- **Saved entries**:
-=-=-=-=-
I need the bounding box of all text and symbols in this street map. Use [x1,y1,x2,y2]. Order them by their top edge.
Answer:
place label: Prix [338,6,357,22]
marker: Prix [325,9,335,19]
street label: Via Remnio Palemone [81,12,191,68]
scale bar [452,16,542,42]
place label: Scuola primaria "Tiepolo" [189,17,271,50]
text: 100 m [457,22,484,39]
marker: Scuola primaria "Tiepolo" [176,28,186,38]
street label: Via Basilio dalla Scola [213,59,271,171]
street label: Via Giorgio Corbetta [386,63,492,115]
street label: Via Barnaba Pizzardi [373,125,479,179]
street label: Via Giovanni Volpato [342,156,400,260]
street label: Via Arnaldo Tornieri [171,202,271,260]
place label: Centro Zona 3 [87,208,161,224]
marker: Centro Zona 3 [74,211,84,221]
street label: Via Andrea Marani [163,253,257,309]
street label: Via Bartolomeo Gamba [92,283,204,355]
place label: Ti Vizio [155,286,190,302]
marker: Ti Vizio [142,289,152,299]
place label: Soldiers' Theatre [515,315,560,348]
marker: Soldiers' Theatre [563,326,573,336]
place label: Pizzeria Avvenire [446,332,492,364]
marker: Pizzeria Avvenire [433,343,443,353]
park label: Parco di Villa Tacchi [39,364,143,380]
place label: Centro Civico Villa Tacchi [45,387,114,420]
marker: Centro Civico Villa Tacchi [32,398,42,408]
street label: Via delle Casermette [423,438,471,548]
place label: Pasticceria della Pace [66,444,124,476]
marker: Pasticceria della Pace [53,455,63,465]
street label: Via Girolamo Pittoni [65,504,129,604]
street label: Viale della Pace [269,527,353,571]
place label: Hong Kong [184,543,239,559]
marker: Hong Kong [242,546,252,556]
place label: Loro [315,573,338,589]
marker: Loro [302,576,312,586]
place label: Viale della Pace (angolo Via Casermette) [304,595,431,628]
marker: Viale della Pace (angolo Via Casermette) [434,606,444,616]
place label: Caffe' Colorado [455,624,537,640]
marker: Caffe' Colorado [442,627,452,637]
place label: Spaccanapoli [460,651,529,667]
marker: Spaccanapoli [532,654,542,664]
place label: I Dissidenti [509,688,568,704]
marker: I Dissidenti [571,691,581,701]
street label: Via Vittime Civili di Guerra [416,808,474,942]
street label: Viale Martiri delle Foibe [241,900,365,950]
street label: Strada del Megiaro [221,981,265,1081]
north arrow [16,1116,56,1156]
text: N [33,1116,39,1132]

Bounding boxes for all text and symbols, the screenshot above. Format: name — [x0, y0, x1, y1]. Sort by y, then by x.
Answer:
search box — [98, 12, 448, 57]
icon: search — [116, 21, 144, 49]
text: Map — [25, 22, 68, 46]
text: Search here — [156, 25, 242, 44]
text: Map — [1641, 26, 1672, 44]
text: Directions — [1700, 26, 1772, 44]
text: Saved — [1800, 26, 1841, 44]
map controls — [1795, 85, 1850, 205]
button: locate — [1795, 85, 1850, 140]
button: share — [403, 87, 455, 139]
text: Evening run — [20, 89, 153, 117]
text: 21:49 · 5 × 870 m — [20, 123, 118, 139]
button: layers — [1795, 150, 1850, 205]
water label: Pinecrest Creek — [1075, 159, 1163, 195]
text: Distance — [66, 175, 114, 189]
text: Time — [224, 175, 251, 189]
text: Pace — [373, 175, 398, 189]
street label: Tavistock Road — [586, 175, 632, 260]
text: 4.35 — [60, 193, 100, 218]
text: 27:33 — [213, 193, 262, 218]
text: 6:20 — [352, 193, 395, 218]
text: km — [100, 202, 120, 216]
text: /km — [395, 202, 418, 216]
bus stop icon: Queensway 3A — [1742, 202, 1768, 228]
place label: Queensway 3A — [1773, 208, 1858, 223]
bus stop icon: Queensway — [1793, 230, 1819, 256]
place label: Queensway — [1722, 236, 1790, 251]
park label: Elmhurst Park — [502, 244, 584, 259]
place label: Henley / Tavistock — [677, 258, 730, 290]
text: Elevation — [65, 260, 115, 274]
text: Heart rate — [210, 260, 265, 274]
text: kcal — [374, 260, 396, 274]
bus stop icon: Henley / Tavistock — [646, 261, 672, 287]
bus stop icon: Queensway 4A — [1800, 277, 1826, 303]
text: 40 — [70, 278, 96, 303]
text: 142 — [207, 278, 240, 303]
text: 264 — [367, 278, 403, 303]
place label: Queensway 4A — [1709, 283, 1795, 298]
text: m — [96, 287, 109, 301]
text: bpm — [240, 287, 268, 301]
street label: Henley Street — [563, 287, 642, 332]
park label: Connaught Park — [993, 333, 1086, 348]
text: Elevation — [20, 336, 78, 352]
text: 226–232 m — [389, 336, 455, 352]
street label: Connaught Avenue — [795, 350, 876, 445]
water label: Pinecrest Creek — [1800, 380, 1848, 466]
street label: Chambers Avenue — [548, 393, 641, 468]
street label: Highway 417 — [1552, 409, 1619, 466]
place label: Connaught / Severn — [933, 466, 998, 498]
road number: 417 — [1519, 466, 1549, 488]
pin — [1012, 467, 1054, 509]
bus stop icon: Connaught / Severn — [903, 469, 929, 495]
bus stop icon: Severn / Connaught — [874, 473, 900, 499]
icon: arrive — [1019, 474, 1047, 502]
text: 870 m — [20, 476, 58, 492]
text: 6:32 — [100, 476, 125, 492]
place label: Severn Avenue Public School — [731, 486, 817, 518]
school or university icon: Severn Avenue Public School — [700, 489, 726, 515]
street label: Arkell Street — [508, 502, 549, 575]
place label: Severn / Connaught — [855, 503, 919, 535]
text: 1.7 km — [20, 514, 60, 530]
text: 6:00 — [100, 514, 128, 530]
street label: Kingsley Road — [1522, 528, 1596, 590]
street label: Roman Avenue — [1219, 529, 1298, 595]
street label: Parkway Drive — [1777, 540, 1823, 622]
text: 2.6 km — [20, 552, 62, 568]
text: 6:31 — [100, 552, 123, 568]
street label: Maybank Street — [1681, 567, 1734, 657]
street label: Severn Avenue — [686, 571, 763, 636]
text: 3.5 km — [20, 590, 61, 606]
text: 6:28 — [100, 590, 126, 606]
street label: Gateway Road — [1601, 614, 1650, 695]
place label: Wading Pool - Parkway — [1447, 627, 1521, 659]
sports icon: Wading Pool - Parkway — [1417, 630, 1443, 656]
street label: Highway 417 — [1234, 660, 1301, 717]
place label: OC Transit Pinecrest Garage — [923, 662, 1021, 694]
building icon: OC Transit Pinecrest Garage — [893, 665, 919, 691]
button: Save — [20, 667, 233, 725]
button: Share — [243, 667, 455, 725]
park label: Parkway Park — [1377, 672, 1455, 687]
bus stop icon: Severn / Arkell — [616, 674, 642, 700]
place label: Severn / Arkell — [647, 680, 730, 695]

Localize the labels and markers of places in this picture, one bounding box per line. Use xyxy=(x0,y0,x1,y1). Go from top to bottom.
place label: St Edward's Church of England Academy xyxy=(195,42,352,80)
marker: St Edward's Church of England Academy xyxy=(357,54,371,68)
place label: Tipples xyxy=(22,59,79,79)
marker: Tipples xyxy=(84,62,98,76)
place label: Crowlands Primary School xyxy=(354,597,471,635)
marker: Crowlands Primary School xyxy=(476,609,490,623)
-=-=-=-=-
- **WHAT IS EXPECTED**: Find all lines holding the word "Highway" in the records above and copy them.

- **EXERCISE RESPONSE**:
street label: Highway 417 — [1552, 409, 1619, 466]
street label: Highway 417 — [1234, 660, 1301, 717]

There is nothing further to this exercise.